I was so sad to hear that Christopher Nolan passed away last week in Dublin at the age of 43. His remarkable memoir, Under the Eye of the Clock, had an enormous influence on my life when I needed it most.


Nolan was born in 1965 with cerebral palsy as the result of oxygen deprivation. He could not speak, walk or use his hands. But his mother, sensing the intelligence and spirit in his frozen body, devised a system that allowed him to write by pecking out letters, one by one, using a pencil stuck to his forehead. In 1981 at the age of 15, he published a collection of poetry and short stories called Dam-Burst of Dreams. I know what you're thinking: Handicapped kid publishes sweet ditties. But no. Critics in the UK invoked Yeats and Dylan Thomas. Describing himself in the third person, Nolan wrote, "Poetry was his vehicle of expression and truth his hallmark." Indeed. Unfortunately, a snarky piece in People magazine suggested Nolan's mother was pulling the strings, and the book sank in the United States.

But then in 1987, Nolan published Under the Eye of the Clock, his bracingly original autobiography.

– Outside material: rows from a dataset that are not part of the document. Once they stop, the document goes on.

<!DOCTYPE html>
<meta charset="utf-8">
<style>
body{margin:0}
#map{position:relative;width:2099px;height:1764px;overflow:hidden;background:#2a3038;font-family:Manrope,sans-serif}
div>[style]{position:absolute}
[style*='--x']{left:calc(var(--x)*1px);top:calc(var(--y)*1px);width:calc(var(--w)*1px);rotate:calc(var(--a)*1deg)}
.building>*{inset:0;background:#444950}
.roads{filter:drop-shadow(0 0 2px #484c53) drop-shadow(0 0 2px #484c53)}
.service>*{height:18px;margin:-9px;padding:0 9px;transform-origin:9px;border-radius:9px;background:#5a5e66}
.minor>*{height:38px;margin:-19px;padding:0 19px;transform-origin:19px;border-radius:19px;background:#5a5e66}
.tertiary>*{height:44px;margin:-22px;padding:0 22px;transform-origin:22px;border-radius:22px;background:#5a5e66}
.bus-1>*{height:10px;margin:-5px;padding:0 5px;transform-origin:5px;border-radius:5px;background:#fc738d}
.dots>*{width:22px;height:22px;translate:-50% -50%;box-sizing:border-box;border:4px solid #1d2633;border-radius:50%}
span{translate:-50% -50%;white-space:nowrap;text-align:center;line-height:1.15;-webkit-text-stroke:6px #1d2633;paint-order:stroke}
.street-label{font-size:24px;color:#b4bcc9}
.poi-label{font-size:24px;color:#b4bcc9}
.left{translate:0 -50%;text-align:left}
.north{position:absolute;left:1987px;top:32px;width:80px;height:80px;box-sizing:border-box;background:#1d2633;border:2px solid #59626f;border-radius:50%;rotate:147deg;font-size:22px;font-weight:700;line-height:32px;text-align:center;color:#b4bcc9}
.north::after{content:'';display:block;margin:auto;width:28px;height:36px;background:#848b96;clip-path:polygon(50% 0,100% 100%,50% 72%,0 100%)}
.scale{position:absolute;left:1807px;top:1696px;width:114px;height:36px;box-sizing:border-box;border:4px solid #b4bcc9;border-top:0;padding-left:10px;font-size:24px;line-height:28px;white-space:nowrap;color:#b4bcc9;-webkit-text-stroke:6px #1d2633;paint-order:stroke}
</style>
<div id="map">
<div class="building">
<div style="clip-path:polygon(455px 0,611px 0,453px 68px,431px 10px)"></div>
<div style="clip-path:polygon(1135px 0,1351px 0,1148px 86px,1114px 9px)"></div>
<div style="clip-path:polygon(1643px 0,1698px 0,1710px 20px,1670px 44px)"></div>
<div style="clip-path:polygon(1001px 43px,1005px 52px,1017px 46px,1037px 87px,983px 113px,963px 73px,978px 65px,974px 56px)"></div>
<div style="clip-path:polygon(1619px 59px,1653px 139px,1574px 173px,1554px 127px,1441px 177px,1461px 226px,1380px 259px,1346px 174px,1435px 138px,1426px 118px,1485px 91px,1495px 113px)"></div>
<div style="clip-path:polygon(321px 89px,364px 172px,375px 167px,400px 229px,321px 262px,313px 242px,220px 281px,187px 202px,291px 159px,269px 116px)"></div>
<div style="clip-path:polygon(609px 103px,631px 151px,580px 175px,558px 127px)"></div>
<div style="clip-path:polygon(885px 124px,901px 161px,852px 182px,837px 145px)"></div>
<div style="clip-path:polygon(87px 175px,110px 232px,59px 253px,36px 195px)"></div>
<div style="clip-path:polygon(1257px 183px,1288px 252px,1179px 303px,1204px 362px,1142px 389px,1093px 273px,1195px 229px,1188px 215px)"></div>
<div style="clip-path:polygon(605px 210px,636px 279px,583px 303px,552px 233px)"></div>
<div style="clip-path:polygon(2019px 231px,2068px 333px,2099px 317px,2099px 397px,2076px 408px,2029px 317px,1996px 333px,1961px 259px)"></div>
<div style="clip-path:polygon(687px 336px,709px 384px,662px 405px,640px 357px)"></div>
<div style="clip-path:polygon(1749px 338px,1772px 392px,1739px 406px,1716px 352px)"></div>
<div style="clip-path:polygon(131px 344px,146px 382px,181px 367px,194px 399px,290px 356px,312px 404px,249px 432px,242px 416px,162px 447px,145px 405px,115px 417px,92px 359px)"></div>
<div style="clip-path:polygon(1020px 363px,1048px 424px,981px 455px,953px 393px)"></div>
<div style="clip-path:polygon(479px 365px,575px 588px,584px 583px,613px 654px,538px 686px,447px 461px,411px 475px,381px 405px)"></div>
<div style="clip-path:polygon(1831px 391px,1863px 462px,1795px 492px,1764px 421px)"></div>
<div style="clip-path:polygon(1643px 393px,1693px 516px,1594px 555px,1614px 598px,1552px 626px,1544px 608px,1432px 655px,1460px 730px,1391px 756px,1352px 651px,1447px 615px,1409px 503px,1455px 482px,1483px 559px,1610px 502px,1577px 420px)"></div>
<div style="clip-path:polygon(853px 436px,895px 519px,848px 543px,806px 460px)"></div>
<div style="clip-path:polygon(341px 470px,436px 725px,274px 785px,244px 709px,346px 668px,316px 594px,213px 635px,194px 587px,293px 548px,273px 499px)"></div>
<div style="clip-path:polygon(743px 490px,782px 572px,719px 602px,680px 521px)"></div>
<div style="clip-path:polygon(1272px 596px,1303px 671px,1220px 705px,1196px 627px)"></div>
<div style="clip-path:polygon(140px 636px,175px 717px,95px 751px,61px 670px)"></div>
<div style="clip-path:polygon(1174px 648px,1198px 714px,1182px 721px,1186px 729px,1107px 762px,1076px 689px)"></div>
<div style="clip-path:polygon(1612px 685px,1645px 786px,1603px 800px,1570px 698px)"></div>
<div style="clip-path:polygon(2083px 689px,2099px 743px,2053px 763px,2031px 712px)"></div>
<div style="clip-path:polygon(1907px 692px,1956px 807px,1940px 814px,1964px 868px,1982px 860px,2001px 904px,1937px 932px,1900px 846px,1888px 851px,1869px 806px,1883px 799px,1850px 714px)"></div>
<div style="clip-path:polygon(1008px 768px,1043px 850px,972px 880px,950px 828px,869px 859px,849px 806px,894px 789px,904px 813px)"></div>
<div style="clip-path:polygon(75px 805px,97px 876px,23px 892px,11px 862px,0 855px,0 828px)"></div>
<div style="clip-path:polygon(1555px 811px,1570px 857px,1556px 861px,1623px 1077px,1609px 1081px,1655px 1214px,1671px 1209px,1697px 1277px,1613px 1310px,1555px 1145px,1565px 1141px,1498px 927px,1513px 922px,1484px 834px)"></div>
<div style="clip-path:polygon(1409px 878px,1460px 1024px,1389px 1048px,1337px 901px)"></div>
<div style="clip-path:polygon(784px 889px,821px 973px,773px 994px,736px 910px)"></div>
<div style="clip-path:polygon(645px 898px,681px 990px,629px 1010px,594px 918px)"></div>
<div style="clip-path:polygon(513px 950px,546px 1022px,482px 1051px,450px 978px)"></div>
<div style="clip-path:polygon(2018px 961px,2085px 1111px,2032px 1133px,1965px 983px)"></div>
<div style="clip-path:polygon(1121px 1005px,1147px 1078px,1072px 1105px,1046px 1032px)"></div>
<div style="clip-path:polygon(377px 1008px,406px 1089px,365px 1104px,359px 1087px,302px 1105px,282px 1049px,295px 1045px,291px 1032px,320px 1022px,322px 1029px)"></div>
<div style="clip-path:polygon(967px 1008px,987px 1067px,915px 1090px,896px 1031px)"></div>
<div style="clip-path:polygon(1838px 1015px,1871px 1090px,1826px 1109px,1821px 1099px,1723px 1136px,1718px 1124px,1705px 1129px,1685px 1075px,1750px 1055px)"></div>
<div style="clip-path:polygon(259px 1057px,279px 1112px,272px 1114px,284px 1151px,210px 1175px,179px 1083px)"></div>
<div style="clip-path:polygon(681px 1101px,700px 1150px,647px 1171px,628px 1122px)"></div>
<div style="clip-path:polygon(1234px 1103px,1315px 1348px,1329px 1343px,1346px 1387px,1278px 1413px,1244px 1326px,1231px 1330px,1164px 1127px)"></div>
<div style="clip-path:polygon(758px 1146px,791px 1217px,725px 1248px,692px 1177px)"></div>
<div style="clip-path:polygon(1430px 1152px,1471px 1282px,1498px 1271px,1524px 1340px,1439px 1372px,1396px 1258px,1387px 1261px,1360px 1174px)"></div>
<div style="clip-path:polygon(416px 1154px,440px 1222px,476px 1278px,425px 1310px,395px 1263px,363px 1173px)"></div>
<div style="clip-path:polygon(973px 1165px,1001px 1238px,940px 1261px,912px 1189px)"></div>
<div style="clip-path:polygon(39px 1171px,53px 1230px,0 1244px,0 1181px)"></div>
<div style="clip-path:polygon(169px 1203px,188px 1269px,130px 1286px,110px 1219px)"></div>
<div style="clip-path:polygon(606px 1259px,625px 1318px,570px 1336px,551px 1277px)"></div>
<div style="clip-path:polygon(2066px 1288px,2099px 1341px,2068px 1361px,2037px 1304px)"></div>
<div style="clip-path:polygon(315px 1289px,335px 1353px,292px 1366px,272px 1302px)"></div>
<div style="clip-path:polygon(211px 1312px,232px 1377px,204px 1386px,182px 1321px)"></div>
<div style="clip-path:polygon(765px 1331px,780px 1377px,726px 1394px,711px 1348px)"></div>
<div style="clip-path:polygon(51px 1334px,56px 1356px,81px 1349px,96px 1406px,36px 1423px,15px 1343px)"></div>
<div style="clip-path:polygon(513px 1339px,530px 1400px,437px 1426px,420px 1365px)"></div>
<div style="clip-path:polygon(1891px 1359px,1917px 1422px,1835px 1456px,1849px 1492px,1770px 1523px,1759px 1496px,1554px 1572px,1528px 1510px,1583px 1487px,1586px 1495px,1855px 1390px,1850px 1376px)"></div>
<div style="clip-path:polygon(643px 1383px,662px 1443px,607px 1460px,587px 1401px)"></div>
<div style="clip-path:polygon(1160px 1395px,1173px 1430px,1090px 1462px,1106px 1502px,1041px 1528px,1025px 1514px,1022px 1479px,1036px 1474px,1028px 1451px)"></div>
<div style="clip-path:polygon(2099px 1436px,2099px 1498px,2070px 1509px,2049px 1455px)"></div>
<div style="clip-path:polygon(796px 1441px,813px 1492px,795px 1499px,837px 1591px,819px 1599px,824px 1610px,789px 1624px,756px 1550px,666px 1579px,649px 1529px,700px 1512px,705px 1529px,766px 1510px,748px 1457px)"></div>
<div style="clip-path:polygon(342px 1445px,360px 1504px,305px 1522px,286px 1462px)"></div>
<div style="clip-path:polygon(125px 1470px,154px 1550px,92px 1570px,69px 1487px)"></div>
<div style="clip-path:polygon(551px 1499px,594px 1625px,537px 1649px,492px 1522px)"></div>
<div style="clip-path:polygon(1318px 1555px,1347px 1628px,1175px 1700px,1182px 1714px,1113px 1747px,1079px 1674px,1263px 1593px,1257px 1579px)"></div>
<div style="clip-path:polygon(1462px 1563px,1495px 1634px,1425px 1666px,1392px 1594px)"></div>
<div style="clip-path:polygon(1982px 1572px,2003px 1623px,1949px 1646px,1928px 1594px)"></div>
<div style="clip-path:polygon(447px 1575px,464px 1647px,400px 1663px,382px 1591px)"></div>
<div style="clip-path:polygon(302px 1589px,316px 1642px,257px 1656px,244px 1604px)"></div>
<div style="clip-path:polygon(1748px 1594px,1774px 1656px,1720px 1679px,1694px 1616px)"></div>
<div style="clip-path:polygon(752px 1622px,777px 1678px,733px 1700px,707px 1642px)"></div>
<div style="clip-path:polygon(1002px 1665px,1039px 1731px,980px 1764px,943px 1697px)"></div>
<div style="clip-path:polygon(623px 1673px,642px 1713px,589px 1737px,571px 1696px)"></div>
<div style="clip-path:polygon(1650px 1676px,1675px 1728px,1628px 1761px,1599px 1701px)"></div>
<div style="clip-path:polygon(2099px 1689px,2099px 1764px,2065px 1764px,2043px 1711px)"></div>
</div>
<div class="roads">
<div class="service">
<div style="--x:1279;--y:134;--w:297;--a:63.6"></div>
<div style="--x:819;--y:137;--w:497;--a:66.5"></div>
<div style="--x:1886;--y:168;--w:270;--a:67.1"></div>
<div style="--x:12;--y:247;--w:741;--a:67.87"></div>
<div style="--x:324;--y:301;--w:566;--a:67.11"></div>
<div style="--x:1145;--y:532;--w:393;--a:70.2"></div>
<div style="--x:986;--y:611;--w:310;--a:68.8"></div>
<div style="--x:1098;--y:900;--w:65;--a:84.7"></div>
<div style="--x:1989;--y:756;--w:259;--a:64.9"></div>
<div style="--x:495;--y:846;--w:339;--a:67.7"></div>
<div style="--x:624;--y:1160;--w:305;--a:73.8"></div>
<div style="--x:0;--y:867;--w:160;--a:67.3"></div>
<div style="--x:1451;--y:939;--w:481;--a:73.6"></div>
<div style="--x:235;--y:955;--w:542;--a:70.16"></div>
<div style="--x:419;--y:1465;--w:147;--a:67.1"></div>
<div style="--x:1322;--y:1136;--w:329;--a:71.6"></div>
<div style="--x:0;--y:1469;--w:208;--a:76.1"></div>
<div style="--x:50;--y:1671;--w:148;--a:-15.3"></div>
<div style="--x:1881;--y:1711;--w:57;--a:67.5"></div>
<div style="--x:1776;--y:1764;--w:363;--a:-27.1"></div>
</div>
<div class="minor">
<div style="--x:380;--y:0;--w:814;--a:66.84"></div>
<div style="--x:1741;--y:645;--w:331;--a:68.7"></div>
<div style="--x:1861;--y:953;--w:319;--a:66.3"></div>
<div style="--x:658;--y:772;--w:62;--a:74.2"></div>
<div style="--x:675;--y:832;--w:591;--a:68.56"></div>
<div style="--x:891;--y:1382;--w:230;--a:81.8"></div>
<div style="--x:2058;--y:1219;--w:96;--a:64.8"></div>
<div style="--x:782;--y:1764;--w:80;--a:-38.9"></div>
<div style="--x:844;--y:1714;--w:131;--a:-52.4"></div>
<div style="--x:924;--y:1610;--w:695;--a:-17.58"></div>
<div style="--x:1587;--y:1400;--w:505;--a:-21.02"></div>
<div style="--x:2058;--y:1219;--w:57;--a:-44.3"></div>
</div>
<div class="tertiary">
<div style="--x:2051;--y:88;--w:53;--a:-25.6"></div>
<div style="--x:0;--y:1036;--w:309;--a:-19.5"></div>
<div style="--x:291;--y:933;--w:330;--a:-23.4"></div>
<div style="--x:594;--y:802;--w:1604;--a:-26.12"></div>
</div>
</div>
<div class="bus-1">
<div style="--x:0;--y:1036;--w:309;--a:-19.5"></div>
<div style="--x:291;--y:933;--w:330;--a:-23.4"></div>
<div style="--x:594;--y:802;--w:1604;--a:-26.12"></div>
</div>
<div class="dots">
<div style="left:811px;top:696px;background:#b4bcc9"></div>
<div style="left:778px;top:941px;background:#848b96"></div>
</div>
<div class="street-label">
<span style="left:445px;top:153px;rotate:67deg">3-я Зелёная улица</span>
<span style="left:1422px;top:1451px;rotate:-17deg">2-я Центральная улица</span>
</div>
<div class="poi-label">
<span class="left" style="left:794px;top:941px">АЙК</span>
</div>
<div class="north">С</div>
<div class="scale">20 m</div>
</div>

The book jumped onto the bestseller list here and abroad and went on to win the Whitbread Award, beating out Seamus Heaney, among others.

Two years later, my first daughter was born dark blue, severely oxygen deprived. Like Nolan, she cannot speak, sit up or walk. She has some use of her left arm. In those early years, when my wife and I were struggling hard to keep our lives from falling apart even further, someone gave us a copy of Under the Eye of the Clock, and it was a revelation. Here, finally, was a little hope, an insight into the rich, funny, passionate and vibrant world of someone who appears wholly inert.

I don't know how many copies we've given away to other parents and SPED teachers and administrators. When it fell out of print for several years, we bought used copies through Alibris. (Arcade, bless them, brought the book back in 2000.)

"What can a crippled, speechless boy do?" Nolan asked. "My handicap curtails my collective conscience, obliterates my voice, beckons ridicule of my smile and damns my chances of being accepted as normal."

You weren't normal, Christopher. You were extraordinary.